Cincinnati Police Chief Urges Youth To 'Stay Involved In What's Happening'
Cincinnati Police Chief Eliot Isaac joined a video chat Wednesday hosted by Cincinnati Public Schools and Cohear to answer student questions about his tenure with the Cincinnati Police Department, how police can better interact with minority communities, and how he, as a black man, is feeling in this current climate.
Students from Aiken, Riverview East, Hughes, Walnut Hills and other CPS high schools shared their concerns about feeling misunderstood by police and what the department is doing to fix those relationships.
"Many of the concerns you have, I share those same concerns," Isaac told the group. "Relationships are the key to everything. Everything we do is about relationships."
He offered examples of the department's outreach, like its cadet and Police Explorer programs and its annual youth summit, as well as its sports and "Shop with a Cop" offerings.
Isaac acknowledged the department could do a better job of sharing all it does. "What we don't do well is we don't tell our story well," he said.
He added how when something is terrible and wrong - like the recent deaths of George Floyd and Breonna Taylor, which have sparked three weeks of protests in Cincinnati and across the nation - "it's very hard to say, 'Well, we do stuff with kids.' "
"You don't want to hear that. You want to hear how something that horrible can never happen again," Isaac continued. "And I understand that. I get it. I understand why people are angry. I'm angry. I've done this job for 32 years. And the reason I got into this work is because of experiences I had with police and how I was treated."
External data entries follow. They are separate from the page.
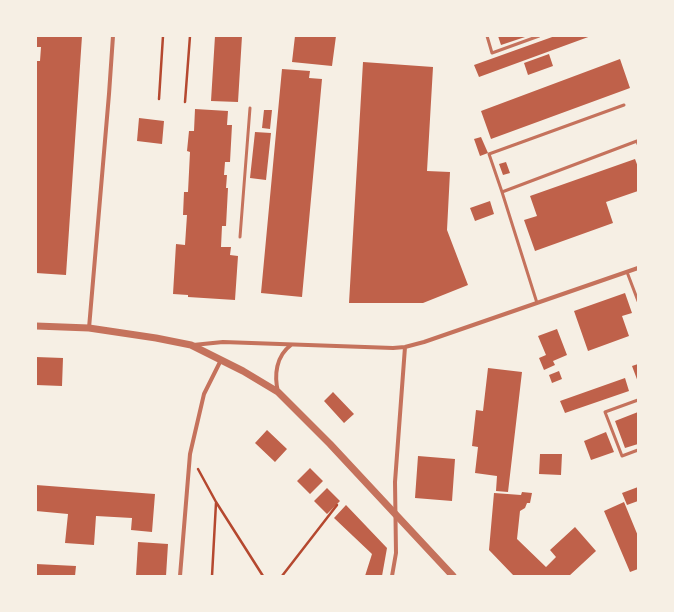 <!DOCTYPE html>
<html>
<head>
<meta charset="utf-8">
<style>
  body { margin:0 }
  #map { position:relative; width:674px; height:612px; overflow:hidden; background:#f6efe4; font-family:Mulish,sans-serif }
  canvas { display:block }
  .frame { position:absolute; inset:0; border:37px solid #f6efe4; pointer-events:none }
</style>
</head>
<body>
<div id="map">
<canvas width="674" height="612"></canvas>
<div class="frame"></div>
</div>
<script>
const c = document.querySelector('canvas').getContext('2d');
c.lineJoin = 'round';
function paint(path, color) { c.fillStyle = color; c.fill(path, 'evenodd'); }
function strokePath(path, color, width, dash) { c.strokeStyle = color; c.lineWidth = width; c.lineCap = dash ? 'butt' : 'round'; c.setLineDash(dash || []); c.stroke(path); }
paint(new Path2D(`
  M36,36H82L66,275L36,273V61H40L41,47H36Z
  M215,36H242L238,102L211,101Z
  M295,36H336L332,66L292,62Z
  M498,36H528L501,45Z
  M555,36H591L479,77L474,65Z
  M549,54L553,66L528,75L524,63Z
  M620,59L630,88L491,139L481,111Z
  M363,62L433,67L427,171L450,172L447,230L468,285L423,303H349Z
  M282,69L310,71L309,78L322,79L302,297L261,293Z
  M195,109L228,111L227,125H232L230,162H225L224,175H227L226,188H228L226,226H222L221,247H231L230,255L238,256L235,300L188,297V295L173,294L176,244L185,245L187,215H183L184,192H188L190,152L187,151L189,131H194Z
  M264,110H272L270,129L262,128Z
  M139,118L164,121L162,144L137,141Z
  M255,132L271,133L266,180L250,178Z
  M481,137L488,153L480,156L474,139Z
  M635,159L638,167V191L606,202L613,223L535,251L524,220L537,216L530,196Z
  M506,162L510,173L503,175L499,164Z
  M490,201L494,214L475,221L470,208Z
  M625,293L632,313L622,316L629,336L588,351L574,311Z
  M557,329L567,355L553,361L555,365L544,370L539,358L546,355L538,336Z
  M36,357L63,358L62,386L36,385Z
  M638,364V382L632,366Z
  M488,368L522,372L508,492L496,491L497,476L475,473L478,447L472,446L476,410L483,411Z
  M559,371L562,379L552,383L549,375Z
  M625,378L629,391L565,413L560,401Z
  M333,392L354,414L344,423L324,401Z
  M638,412V444L625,448L615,421Z
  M267,430L287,449L275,462L255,443Z
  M606,432L614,452L591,460L584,441Z
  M540,454H562L561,475L539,474Z
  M418,456L455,459L452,501L415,498Z
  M310,468L323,481L310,494L297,481Z
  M36,485L155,494L152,532L131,530L132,518L96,516L94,545L65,543L68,514L36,511Z
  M638,487V501L627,505L622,493Z
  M327,488L340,501L327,514L314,501Z
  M522,492L532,493L530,503H527L525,508L520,511L517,539L546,567L556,557L550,550L575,527L596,551L569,576H514L489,550L494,493L521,495Z
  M624,502L638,536V569L630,572L604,511Z
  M346,505L387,548L382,576H365L372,554L334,518Z
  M138,542L168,544L166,576H136Z
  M36,564L76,566L75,576H36Z`), '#bf614a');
strokePath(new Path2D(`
  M159,99L163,36
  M185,102L190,36
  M198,469L216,502L263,576
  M212,576L216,503
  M282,576L337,505`), '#b5482f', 2.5);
strokePath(new Path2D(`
  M487,36L492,53L539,36
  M502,192L489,154L624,105
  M240,237L250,108
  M627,272L638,301
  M537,303L502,192L637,141L638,144
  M638,400L605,412L622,456L638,450`), '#c5725c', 3);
strokePath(new Path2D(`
  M89,328L109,94L113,36
  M193,345L223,342L393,348L405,347L424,342L638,268
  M278,392C274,375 276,356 291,345
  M180,576L190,454L204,394L221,360
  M392,576L396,553L395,482L405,347`), '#c5725c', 4);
strokePath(new Path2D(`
  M36,326L89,328L156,338L191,345L243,371L278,392L330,444L453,576`), '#c5725c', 7);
</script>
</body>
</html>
He encouraged students to continue reaching out to police to talk about the changes they would like to see. "Reach out to us and pull us in where you see a void and where we can connect," he said. "That is critical and that is something new that I haven't seen in the past. You all are reaching out to us and it is so very helpful."
A student asked Isaac what he is doing within the department to make sure officers aren't racist or biased. "When I've seen it, I've tried to take action," he answered, noting training and disciplinary action he took against CPD officers who were caught using the n-word last year.
Isaac also said that is why he is a big proponent of the department's body-worn camera program. He mentioned a recent training the department undertook called "Empathy Through History" that looked at the evolution of policing and why such a large part of the African American community feels the way they feel about police. "It's because of that history," he said. "It's undeniable."
Immediately after, a student asked how it felt for him to hear that black kids are "taught" how to stay alive when they encounter police.
Isaac said it makes him feel "terrible."
"But it also - I know that it's necessary," he said. "I've had those same talks with my children, with my nieces and nephews. ... Here in Cincinnati, I'm fairly well known. But when I travel, people don't recognize me. They see me as a fairly large black man and those things cross my mind. If I'm stopped by a police officer some place, I'm very cognizant of how I behave as well."
He ended by acknowledging the significance of youth voices in this current movement.
"The changes that will be made now will be what impacts your life as you all move into adulthood and the children you will have one day," he said. "It's so important that you all pay attention, that you have a voice, and that you stay politically involved in what's happening."